There is something to be said for a president being a class act instead of a crass act.

Although few had to withstand more vilification directed at her and her family than former First Lady Michelle Obama, her character and class did shine through with seven little words: “When they go low, we go high.”

Name-calling and personal disparagement of public figures obviously pre-dated Trump. He just picked up on a virulent wave of expletives and rudeness directed toward Obama and ran with it.

Obama’s image was being sold to the masses on T-shirts, bumper stickers and signs, according to a 2014 Chicago Tribune article by Geoffrey R. Stone, with some of the following statements: “Dump This Turd;” “Coward! You Left Them To Die in Benghazi;” “Somewhere in Kenya a Village Is Missing Its Idiot;” “Islam’s Trojan Horse;” “Pure Evil,” and “I’m Not A Racist: I Hate His White Half Too.” And that’s just a sampling of the garbage directed at an American president that extended shamelessly to his family.
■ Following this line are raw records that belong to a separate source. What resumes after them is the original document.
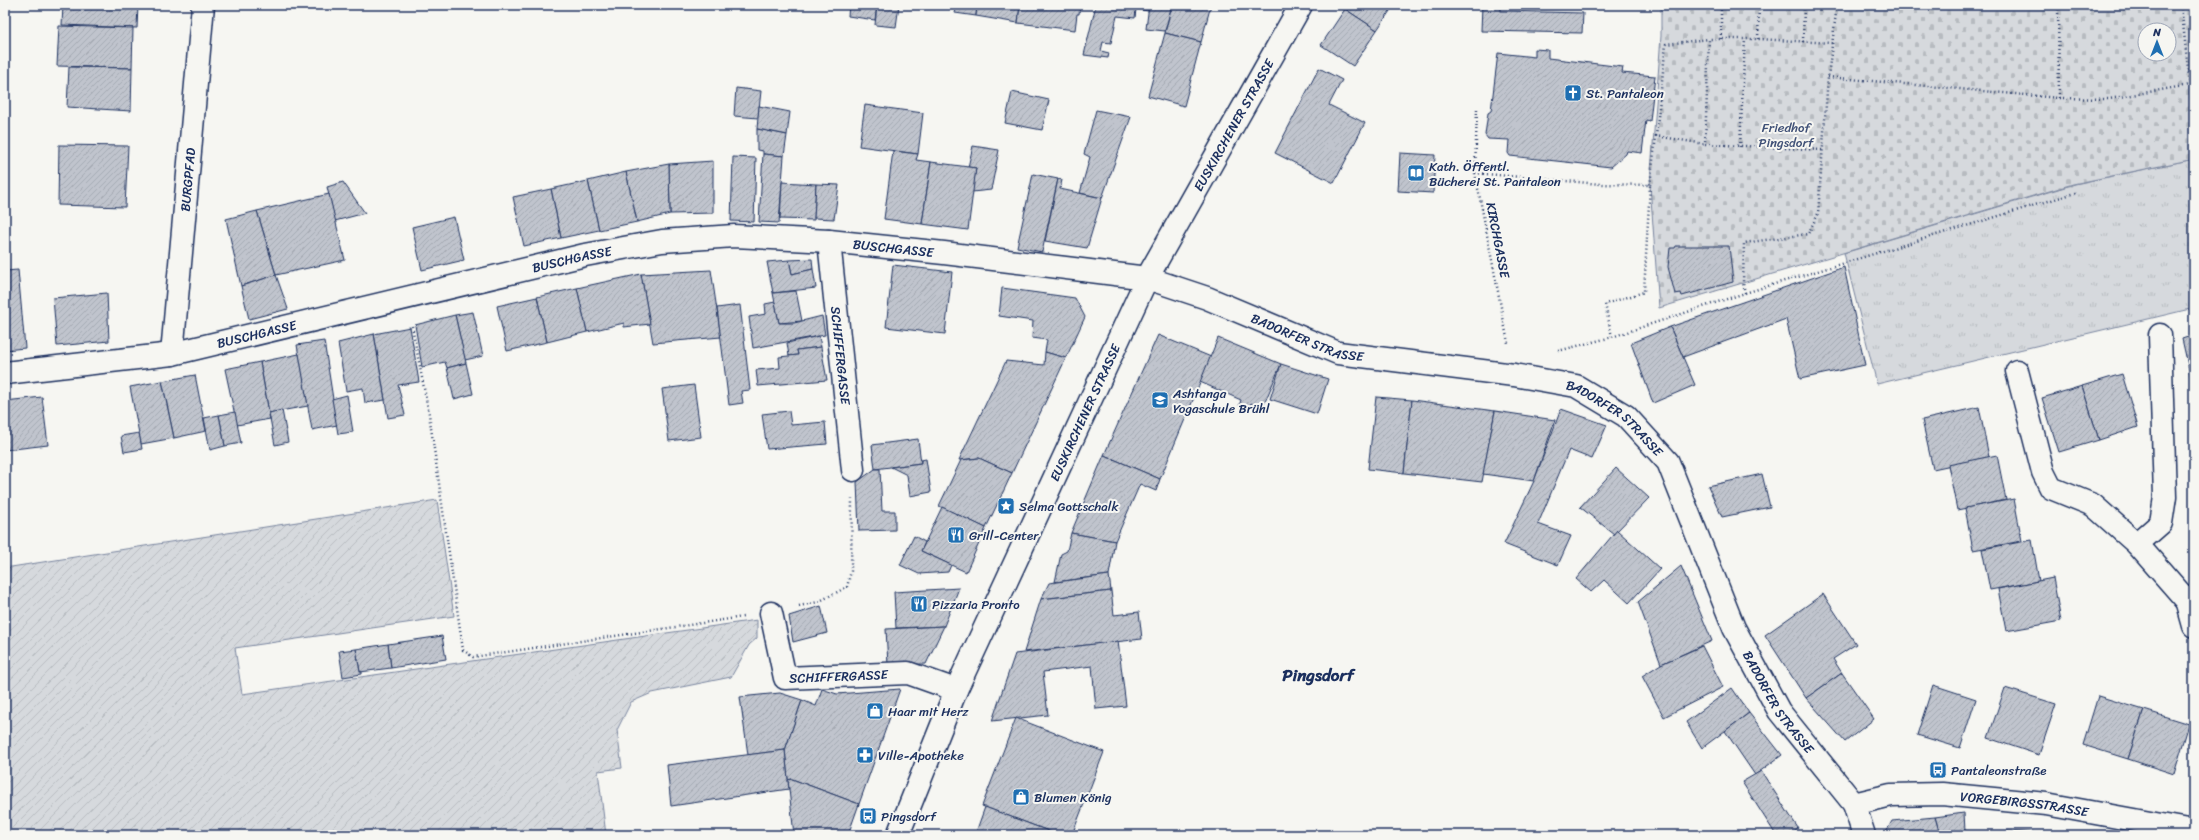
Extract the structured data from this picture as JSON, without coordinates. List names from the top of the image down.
{
  "streets": {
    "street": [
      "EUSKIRCHENER STRASSE",
      "BURGPFAD",
      "BUSCHGASSE",
      "BADORFER STRASSE",
      "SCHIFFERGASSE",
      "VORGEBIRGSSTRASSE"
    ],
    "path": ["KIRCHGASSE"]
  },
  "crossings": [
    ["EUSKIRCHENER STRASSE", "BUSCHGASSE"],
    ["EUSKIRCHENER STRASSE", "BADORFER STRASSE"],
    ["EUSKIRCHENER STRASSE", "SCHIFFERGASSE"],
    ["BURGPFAD", "BUSCHGASSE"],
    ["KIRCHGASSE", "BADORFER STRASSE"],
    ["BUSCHGASSE", "BADORFER STRASSE"],
    ["BUSCHGASSE", "SCHIFFERGASSE"],
    ["BADORFER STRASSE", "VORGEBIRGSSTRASSE"]
  ],
  "districts": ["Pingsdorf"],
  "parks": ["Friedhof Pingsdorf"],
  "places": {
    "church": ["St. Pantaleon"],
    "library": ["Kath. Öffentl. Bücherei St. Pantaleon"],
    "school or university": ["Ashtanga Yogaschule Brühl"],
    "place": ["Selma Gottschalk"],
    "restaurant": ["Grill-Center", "Pizzaria Pronto"],
    "shop": ["Haar mit Herz", "Blumen König"],
    "pharmacy": ["Ville-Apotheke"],
    "bus stop": ["Pantaleonstraße", "Pingsdorf"]
  },
  "north": "top"
}
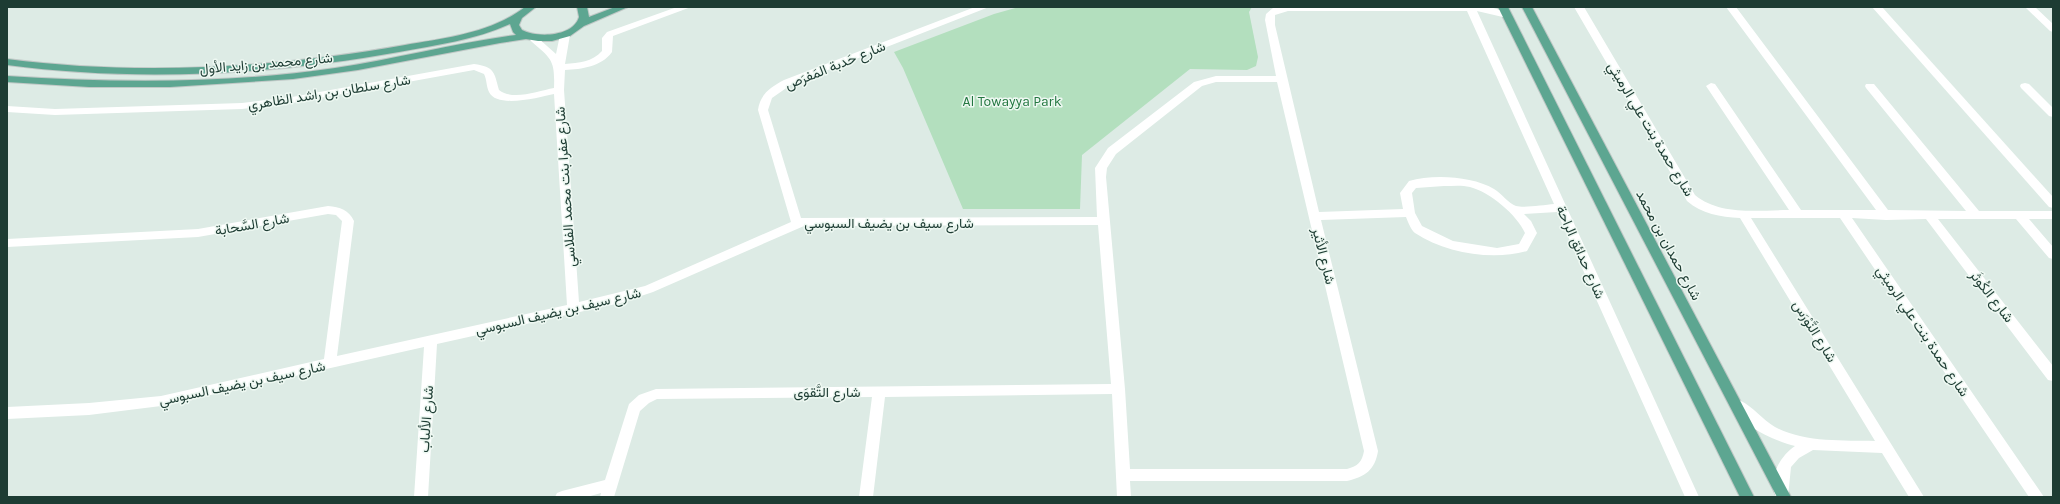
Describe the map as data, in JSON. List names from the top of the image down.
{
  "streets": {
    "main road": ["شارع محمد بن زايد الأول", "شارع حمدان بن محمد"],
    "street": [
      "شارع حَدبة المَفرَص",
      "شارع سلطان بن راشد الظاهري",
      "شارع حمدة بنت علي الرميثي",
      "شارع عفرا بنت محمد الفلاسي",
      "شارع سيف بن يضيف السبوسي",
      "شارع السَّحابة",
      "شارع حدائق الراحة",
      "شارع الأثير",
      "شارع الكُوثَر",
      "شارع النَّوْرَس",
      "شارع التَّقوَى",
      "شارع الألباب"
    ]
  },
  "crossings": [
    ["شارع محمد بن زايد الأول", "شارع عفرا بنت محمد الفلاسي"],
    ["شارع حَدبة المَفرَص", "شارع سيف بن يضيف السبوسي"],
    ["شارع سلطان بن راشد الظاهري", "شارع عفرا بنت محمد الفلاسي"],
    ["شارع حمدة بنت علي الرميثي", "شارع الكُوثَر"],
    ["شارع حمدة بنت علي الرميثي", "شارع النَّوْرَس"],
    ["شارع عفرا بنت محمد الفلاسي", "شارع سيف بن يضيف السبوسي"],
    ["شارع سيف بن يضيف السبوسي", "شارع السَّحابة"],
    ["شارع سيف بن يضيف السبوسي", "شارع الألباب"],
    ["شارع حدائق الراحة", "شارع الأثير"]
  ],
  "parks": ["Al Towayya Park"]
}
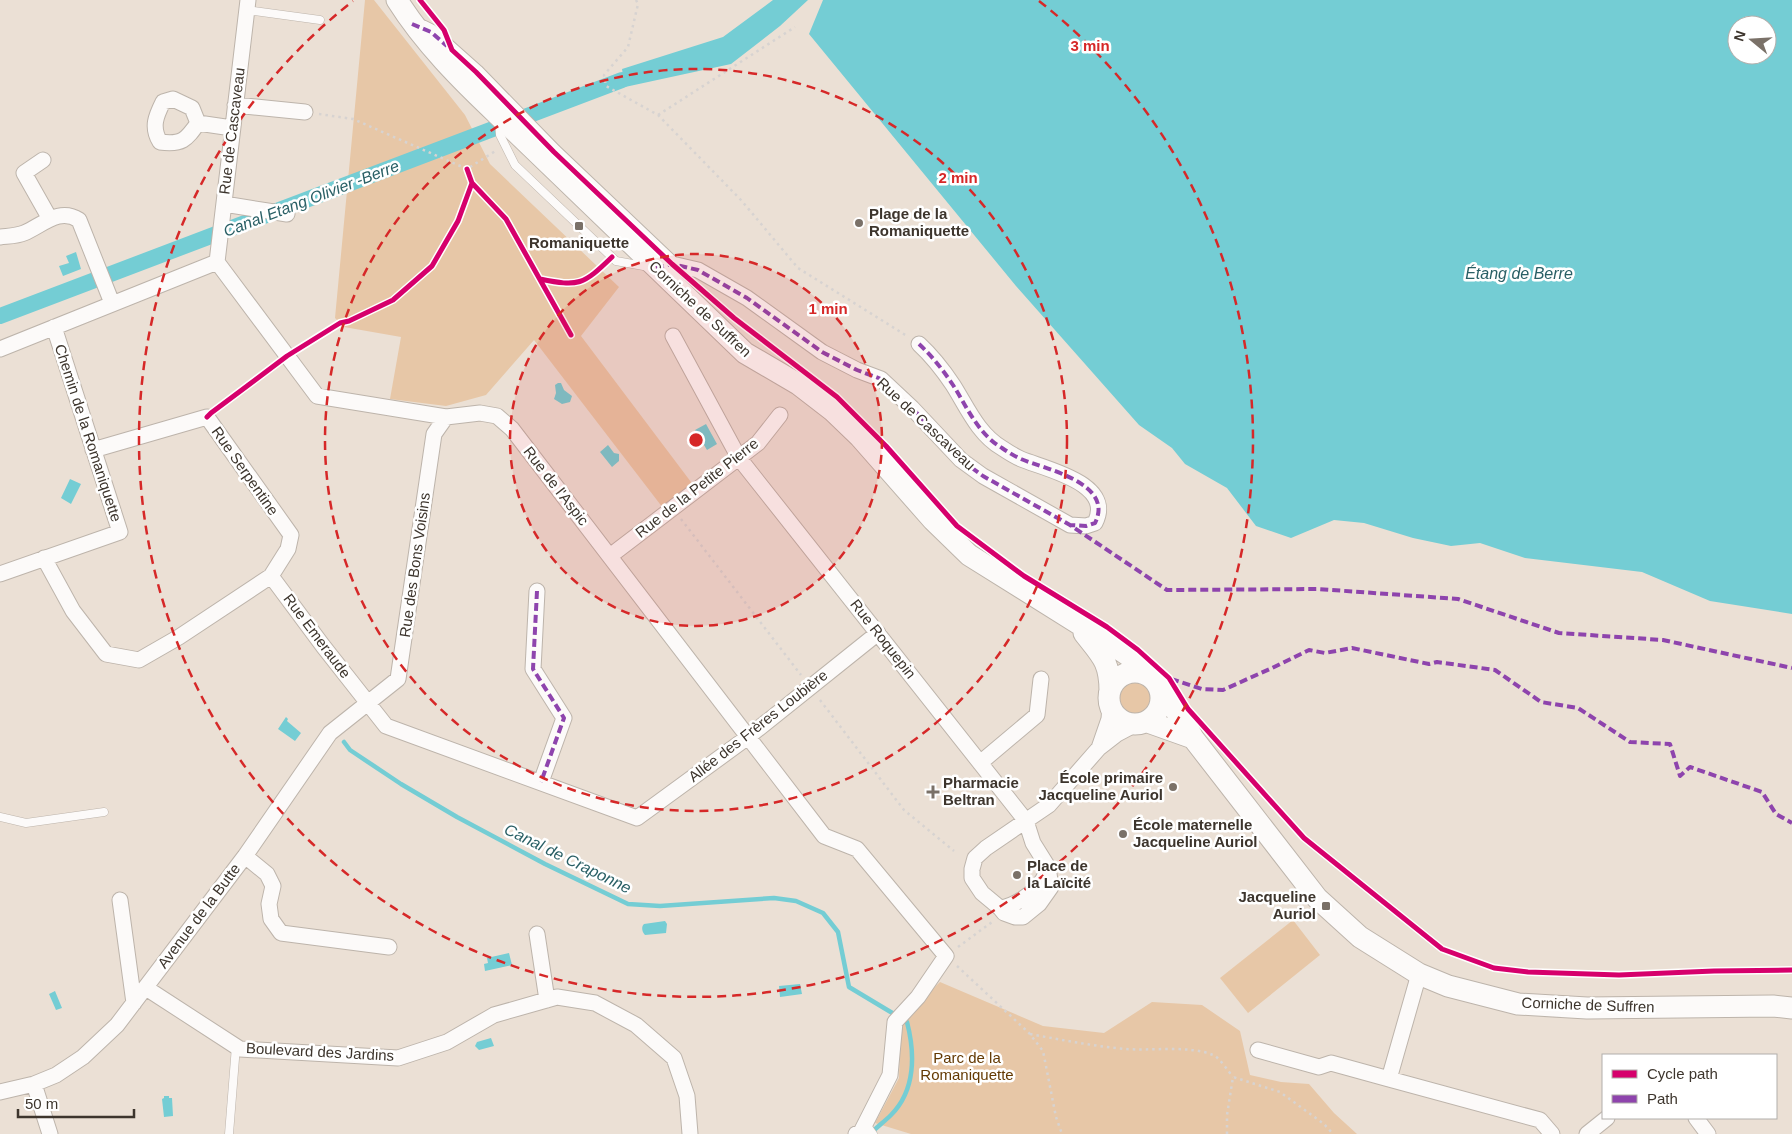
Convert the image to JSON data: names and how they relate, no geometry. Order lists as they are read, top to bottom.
{
  "streets": {
    "main road": ["Corniche de Suffren"],
    "street": [
      "Rue de Cascaveau",
      "Chemin de la Romaniquette",
      "Rue Serpentine",
      "Rue de l'Aspic",
      "Rue de la Petite Pierre",
      "Rue des Bons Voisins",
      "Rue Emeraude",
      "Rue Roquepin",
      "Allée des Frères Loubière",
      "Avenue de la Butte",
      "Boulevard des Jardins"
    ]
  },
  "crossings": [
    ["Rue de Cascaveau", "Corniche de Suffren"],
    ["Rue de Cascaveau", "Rue de l'Aspic"],
    ["Chemin de la Romaniquette", "Rue Serpentine"],
    ["Rue Serpentine", "Rue Emeraude"],
    ["Rue de l'Aspic", "Rue de la Petite Pierre"],
    ["Rue de l'Aspic", "Rue des Bons Voisins"],
    ["Rue de l'Aspic", "Allée des Frères Loubière"],
    ["Rue de la Petite Pierre", "Rue Roquepin"],
    ["Rue des Bons Voisins", "Rue Emeraude"],
    ["Rue des Bons Voisins", "Avenue de la Butte"],
    ["Rue Emeraude", "Allée des Frères Loubière"],
    ["Rue Emeraude", "Avenue de la Butte"],
    ["Rue Roquepin", "Allée des Frères Loubière"],
    ["Avenue de la Butte", "Boulevard des Jardins"]
  ],
  "water": ["Canal Etang Olivier -Berre", "Étang de Berre", "Canal de Craponne"],
  "parks": ["Parc de la Romaniquette"],
  "places": {
    "other": [
      "Plage de la Romaniquette",
      "École primaire Jacqueline Auriol",
      "École maternelle Jacqueline Auriol",
      "Place de la Laïcité"
    ],
    "transit": ["Romaniquette", "Jacqueline Auriol"],
    "health": ["Pharmacie Beltran"]
  },
  "legend": ["Cycle path", "Path"],
  "scale_bar": "50 m",
  "north": "left",
  "rings": ["3 min", "2 min", "1 min"]
}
So I’m sure haters are cranking out similar stuff about the current occupant of the White House. Much of the commercialism and dissemination of Obama hate originated on websites and social media, but the last president to be maligned this brutally and personally is now one of our most beloved. Abraham Lincoln often suffered degradation at the hands of the press, which were clearly more openly partisan than the mainstream media is today, especially in the South. Lincoln was called everything from “fiend” and “buffoon” to “butcher,” baboon” and “ignoramus.”

But then again, Jefferson Davis, President of the Confederacy and Lincoln’s archenemy, refrained from such personal attacks as did Lincoln toward him. Even during a bloody war, they went high. The generals— Lee and Grant— were civil toward each other to the end. The Civil War itself wasn’t so civil.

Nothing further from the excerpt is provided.